Among the Strawberry Alarm Clock's television appearances were American Bandstand, Happening '68, The Steve Allen Show, and the very first episode of Rowan & Martin's Laugh-In. Drummer Randy Seol made an appearance as one of three eligible bachelors on The Dating Game and was chosen by the girl. SAC also made two notable appearances in films; firstly in the 1968 Jack Nicholson movie Psych-Out, where they played several songs, including "Incense and Peppermints", "Rainy Day Mushroom Pillow", "The World's on Fire", and "The Pretty Song From Psych-Out". The band's second movie appearance was in the 1970 Russ Meyer camp classic, Beyond the Valley of the Dolls, where they played "Incense and Peppermints", "I'm Comin' Home", and "Girl From The City". The latter two songs were written by Paul Marshall.

Ed King went on to join Lynyrd Skynyrd. Several members of Strawberry Alarm Clock reunited in the 1980s to perform on oldies concert tours. The first reunion occurred when guitarist Lee Freeman spotted a newspaper ad promoting an appearance by the Strawberry Alarm Clock at a Los Angeles music club.
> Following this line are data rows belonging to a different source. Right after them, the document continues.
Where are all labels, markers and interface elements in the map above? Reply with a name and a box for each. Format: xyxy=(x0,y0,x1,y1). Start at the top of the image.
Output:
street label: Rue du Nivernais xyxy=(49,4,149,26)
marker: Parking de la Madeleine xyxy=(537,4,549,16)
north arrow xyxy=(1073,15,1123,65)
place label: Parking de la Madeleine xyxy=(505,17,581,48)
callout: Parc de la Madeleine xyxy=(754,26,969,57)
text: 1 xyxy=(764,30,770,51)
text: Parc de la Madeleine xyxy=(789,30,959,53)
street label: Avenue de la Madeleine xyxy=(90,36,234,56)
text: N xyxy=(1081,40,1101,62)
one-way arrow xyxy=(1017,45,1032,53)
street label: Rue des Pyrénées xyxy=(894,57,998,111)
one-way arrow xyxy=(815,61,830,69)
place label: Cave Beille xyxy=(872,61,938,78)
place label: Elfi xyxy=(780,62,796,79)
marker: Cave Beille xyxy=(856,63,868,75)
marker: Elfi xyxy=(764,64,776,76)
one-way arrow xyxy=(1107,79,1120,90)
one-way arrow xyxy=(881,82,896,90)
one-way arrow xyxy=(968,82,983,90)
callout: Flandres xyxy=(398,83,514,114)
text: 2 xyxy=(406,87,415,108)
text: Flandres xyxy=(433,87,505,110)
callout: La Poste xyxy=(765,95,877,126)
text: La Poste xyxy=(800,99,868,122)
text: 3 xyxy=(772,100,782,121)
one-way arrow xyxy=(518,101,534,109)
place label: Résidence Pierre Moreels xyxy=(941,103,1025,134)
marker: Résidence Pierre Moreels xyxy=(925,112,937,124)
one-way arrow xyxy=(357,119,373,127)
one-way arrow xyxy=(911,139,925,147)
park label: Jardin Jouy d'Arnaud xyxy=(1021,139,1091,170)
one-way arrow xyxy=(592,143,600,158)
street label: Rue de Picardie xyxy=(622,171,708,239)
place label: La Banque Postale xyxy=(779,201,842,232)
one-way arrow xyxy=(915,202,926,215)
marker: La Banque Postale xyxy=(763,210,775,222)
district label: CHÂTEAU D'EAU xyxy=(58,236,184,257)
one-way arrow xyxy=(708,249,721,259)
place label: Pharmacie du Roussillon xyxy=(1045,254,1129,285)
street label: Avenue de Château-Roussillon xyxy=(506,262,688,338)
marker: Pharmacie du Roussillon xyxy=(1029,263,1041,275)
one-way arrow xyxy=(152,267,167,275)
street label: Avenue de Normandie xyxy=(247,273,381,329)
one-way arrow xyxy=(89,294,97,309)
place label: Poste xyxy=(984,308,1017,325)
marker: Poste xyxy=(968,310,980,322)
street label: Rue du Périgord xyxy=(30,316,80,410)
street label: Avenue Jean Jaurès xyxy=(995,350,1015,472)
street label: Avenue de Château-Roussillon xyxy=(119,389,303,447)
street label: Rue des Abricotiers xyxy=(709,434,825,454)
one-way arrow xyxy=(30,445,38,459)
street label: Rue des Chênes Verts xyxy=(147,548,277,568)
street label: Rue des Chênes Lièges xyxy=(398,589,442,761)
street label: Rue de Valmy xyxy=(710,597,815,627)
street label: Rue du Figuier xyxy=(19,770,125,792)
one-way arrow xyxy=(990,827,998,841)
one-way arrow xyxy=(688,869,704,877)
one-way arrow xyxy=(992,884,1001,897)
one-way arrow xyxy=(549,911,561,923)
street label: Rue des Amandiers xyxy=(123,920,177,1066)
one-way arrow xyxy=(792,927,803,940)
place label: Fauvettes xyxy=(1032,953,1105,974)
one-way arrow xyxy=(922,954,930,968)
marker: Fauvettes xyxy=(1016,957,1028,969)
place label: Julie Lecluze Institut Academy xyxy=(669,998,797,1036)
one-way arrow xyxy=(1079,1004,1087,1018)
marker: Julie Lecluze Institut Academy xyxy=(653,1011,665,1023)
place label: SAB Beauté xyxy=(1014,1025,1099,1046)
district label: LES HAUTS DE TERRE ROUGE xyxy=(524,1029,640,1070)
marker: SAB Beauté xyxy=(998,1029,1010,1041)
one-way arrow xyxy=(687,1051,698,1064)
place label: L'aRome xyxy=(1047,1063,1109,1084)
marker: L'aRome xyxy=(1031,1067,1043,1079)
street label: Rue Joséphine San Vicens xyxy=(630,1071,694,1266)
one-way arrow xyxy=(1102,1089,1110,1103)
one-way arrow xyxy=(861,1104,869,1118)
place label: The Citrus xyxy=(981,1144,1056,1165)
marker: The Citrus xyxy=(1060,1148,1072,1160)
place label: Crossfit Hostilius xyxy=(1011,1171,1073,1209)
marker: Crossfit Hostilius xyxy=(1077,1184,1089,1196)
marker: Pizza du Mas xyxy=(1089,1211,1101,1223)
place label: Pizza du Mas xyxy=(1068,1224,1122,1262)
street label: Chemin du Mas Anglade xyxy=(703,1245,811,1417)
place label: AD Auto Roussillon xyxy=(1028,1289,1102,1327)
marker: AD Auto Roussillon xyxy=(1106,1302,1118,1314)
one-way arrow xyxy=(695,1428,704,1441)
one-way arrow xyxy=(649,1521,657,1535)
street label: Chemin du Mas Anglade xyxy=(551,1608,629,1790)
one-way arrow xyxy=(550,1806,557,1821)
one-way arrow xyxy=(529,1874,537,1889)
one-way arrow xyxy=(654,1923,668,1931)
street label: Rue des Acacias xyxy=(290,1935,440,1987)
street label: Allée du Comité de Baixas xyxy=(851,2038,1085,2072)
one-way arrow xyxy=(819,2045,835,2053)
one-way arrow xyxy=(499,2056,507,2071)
Original member Freeman knew nothing about this gig, and went to the club to investigate. There he discovered that the advertisement had actually been a plot by the club's owners to get the real band to reunite.

The original band lineup reunited to perform an approximately one-hour set at the Virginia Theatre in Champaign, IL, on April 29, 2007. The event was part of the last day of Roger Ebert's ninth annual Overlooked Film Festival and was preceded by a screening of Beyond the Valley of the Dolls. The band, including Steve Bartek as a full member on both lead guitar and flute, has gone on to play several other gigs in 2007.

Discography

Studio albums

  • Incense and Peppermints (1967) #11 U.S.
  • Wake Up...It's Tomorrow (1968)
  • The World in a Sea Shell (1968)
    • Sea Shell (John Carter/Tim Gilbert)
    • Blues for A Young Girl Gone (Carole King/Toni Stern)
    • An Angry Young Man (B. Stone)
    • A Million Smiles Away (Lee Freeman/Ed King)
    • Home Sweet Home (John Carter/Tim Gilbert)
    • Lady of the Lake (Carole King/Toni Stern)
    • Barefoot in Baltimore (Roy Freeman/Ed King/Mark Weitz)
    • Wooden Woman (Lee Freeman)
    • Heated Love (George Bunnell/Randy Seol)
    • Love Me Again (Lee Freeman/Ed King)
    • Eulogy (George Bunnell/Lee Freeman/Randy Seol)
    • Shallow Impressions (Mark Weitz)


  • Good Morning Starshine (1969)
    • Me and the Township (Jim Pitman)
    • Off Ramp Road Tramp (Gene Gunnels/Lee Freeman/Ed King/Jim Pitman/Mark Weitz)
    • Small Package (Gene Gunnels/Lee Freeman/ed King/Mark Weitz)
    • Hog Child (Gene Gunnels,/Lee Freeman/Ed King/Jim Pitman/Mark Weitz)
    • Miss Attraction (LP version) (Gene Gunnels/Lee Freeman/Ed King/Jim Pitman/Mark Weitz)
    • Good Morning, Starshine (Galt MacDermot/James Rado/Jerome Ragni)
    • Miss Attraction (single version) (Gene Gunnels/Lee Freeman/Ed King/Jim Pitman/Mark Weitz)
    • Write Your Name in Gold (Jim Pitman)
    • (You Put Me On) Standby (Gene Gunnels/Lee Freeman/Ed King/Jim Pitman/Mark Weitz)
    • Dear Joy (Jim Pitman)
    • Changes (Gene Gunnels/Lee Freeman/Ed King/Jim Pitman/Mark Weitz)


Compilation albums

  • The Best of the Strawberry Alarm Clock (1970) (including two new tracks)
  • Changes (1971)
  • Incense and Peppermints (1990)
  • Strawberries Mean Love (1992)
  • The Strawberry Alarm Clock Anthology (1993)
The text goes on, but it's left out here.